Chapter 14

Chapter 14




They didn’t know what to do after I pled guilty. They had a whole trial laid out with evidence and everything. One thing I’m good at is always throwing a wrench in their plans. Mother Dalia hasn’t spoken to me since then. She stormed out of the room when I said I was guilty. She probably hoped I would fight it. You can’t fight forever, she told me that. Then the one time I choose not to fight she refuses to talk to me. I love that woman, but she can be so damn fickle sometimes. I never know if she wants me to be a rule breaker or a rule follower. There’s always going to be time to make up with her.

The bigger issue is that it’s taken almost a week for them to get back to me with my punishment. Usually I would have been told by now. A day at most is the longest it has taken before. That worries me. Either they’re cooking up something really vicious or they’re just letting me soak in the pain. I’m not sure which one. Tomorrow I’ll finally find out. I had been sleeping fine until now. Tonight, I can’t really sleep worried about what they might say. In the end, it won’t matter anyway.
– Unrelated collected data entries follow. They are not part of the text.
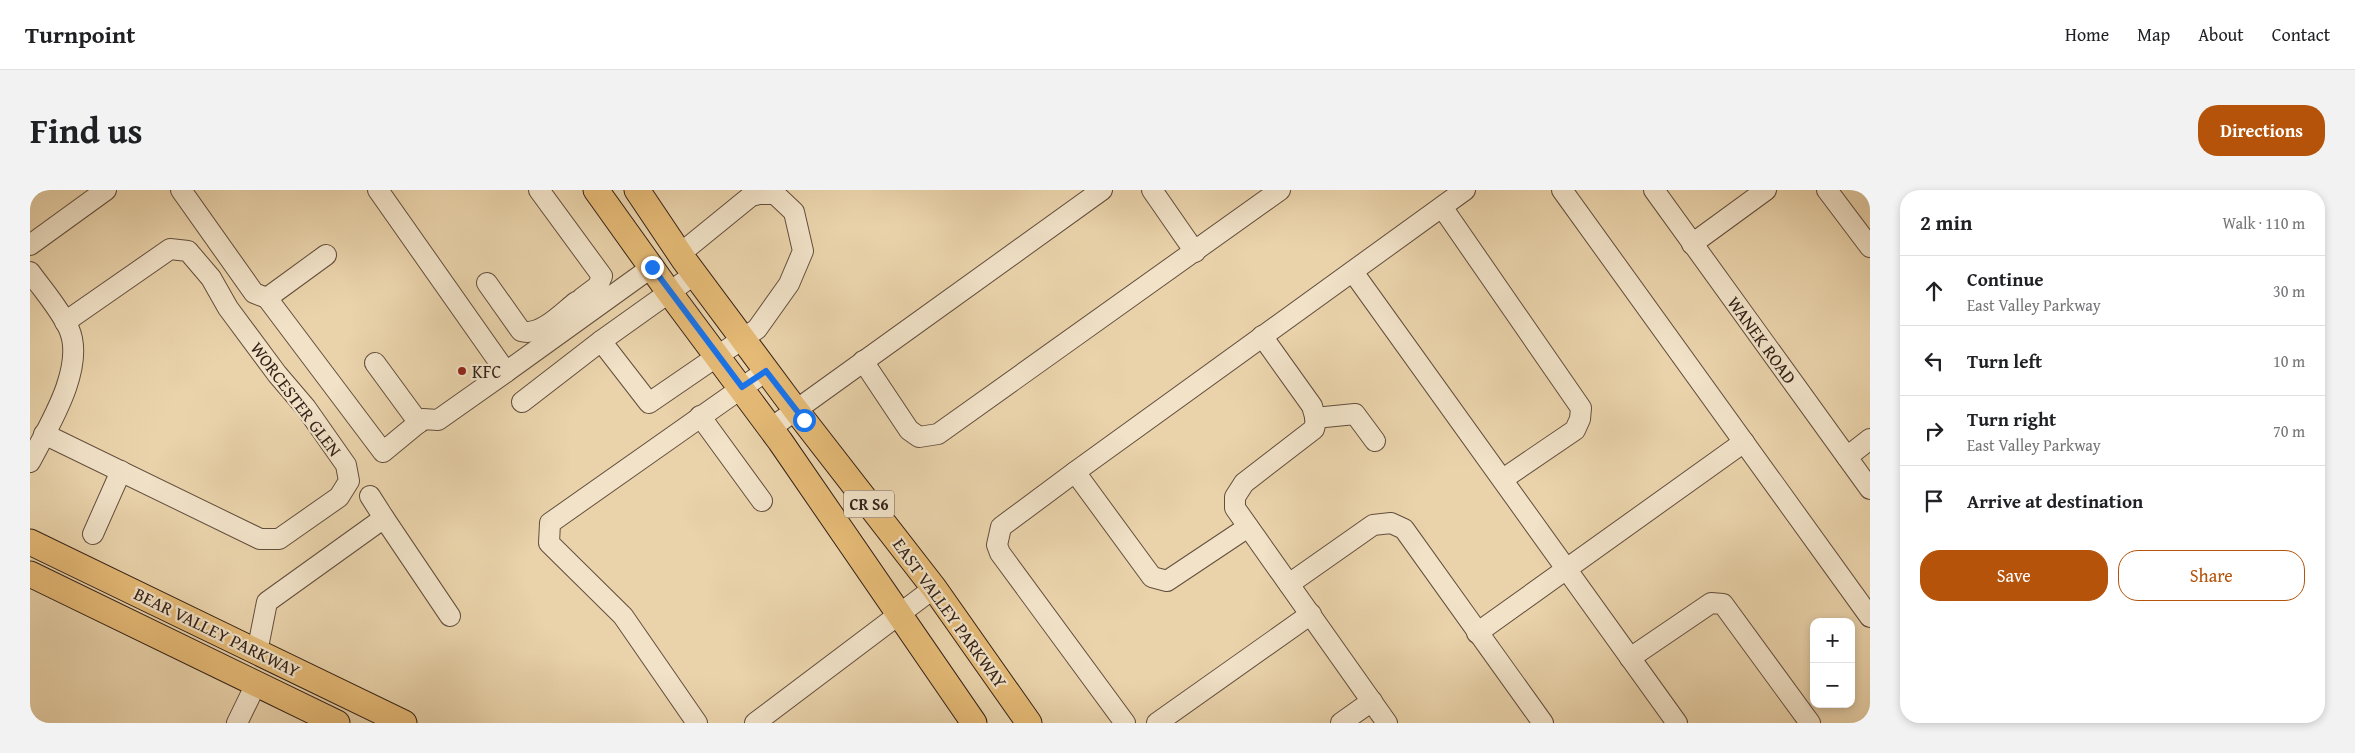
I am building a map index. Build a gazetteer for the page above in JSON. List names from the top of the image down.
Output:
{
  "streets": {
    "main road": ["CR S6", "EAST VALLEY PARKWAY", "BEAR VALLEY PARKWAY"],
    "street": ["WANEK ROAD", "WORCESTER GLEN"]
  },
  "places": ["KFC"],
  "page": {
    "header": "Turnpoint",
    "nav": [
      "Home",
      "Map",
      "About",
      "Contact"
    ],
    "title": "Find us",
    "buttons": [
      "Directions",
      ["Save", "Share"]
    ],
    "heading": ["2 min", "Walk · 110 m"],
    "list": [
      ["Continue", "East Valley Parkway", "30 m"],
      ["Turn left", "10 m"],
      ["Turn right", "East Valley Parkway", "70 m"],
      "Arrive at destination"
    ],
    "map_buttons": ["+", "−"]
  }
}
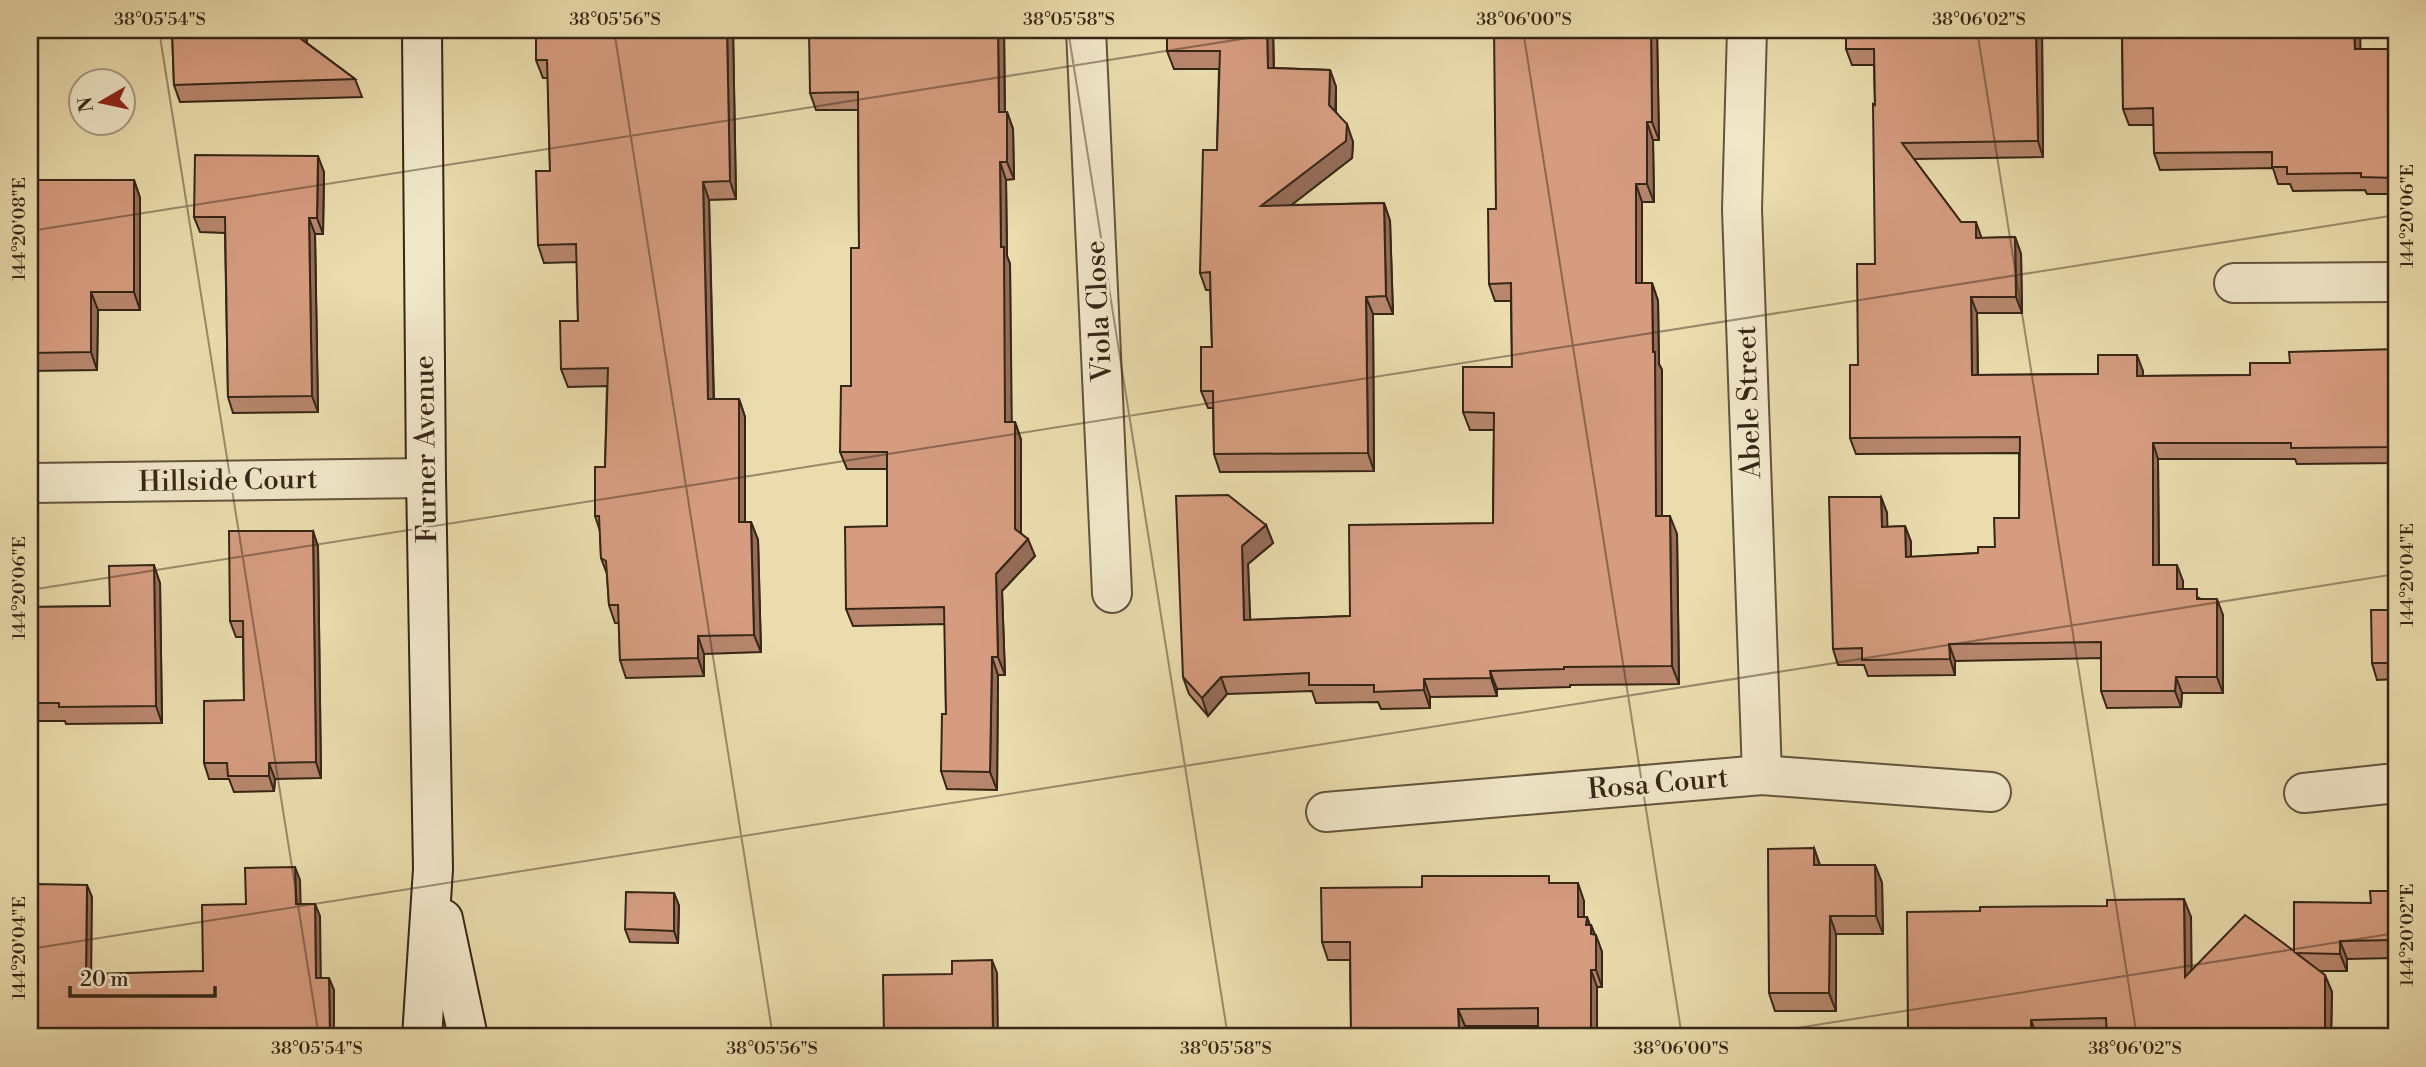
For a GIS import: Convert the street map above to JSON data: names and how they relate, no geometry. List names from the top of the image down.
{
  "streets": {
    "street": [
      "Viola Close",
      "Abele Street",
      "Furner Avenue",
      "Hillside Court",
      "Rosa Court"
    ]
  },
  "crossings": [
    ["Abele Street", "Rosa Court"],
    ["Furner Avenue", "Hillside Court"]
  ],
  "scale_bar": "20 m",
  "north": "left",
  "coordinates": [
    "38°05'54\"S",
    "38°05'56\"S",
    "38°05'58\"S",
    "38°06'00\"S",
    "38°06'02\"S",
    "144°20'06\"E",
    "144°20'08\"E",
    "144°20'04\"E",
    "144°20'02\"E"
  ]
}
I plan to tell them I’m leaving anyway. Being in the monastery isn’t the best option for me. I don’t take orders well. I’m older than most of the people who stayed here anyway. I only stayed out of loyalty to Dalia and a few others. We’ve reached a point where I’ll clash with leadership no matter what. I don’t think they set me up, but I feel like it. They’ll just keep putting me in situations where I’ve got no choice but to make mistakes. Then we’ll have some sham trial and they’ll suspend me. It’s their way of keeping me out of the field and in line. Just a waste of everyone’s time.


“Isaias Jason Zadok, you have pled guilty to a litany of charges. Would you like to make a statement before your punishment is handed down,” Eineke asks. “Perhaps an apology to the elders in attendance.”

“I do have a statement,” I speak solemnly. 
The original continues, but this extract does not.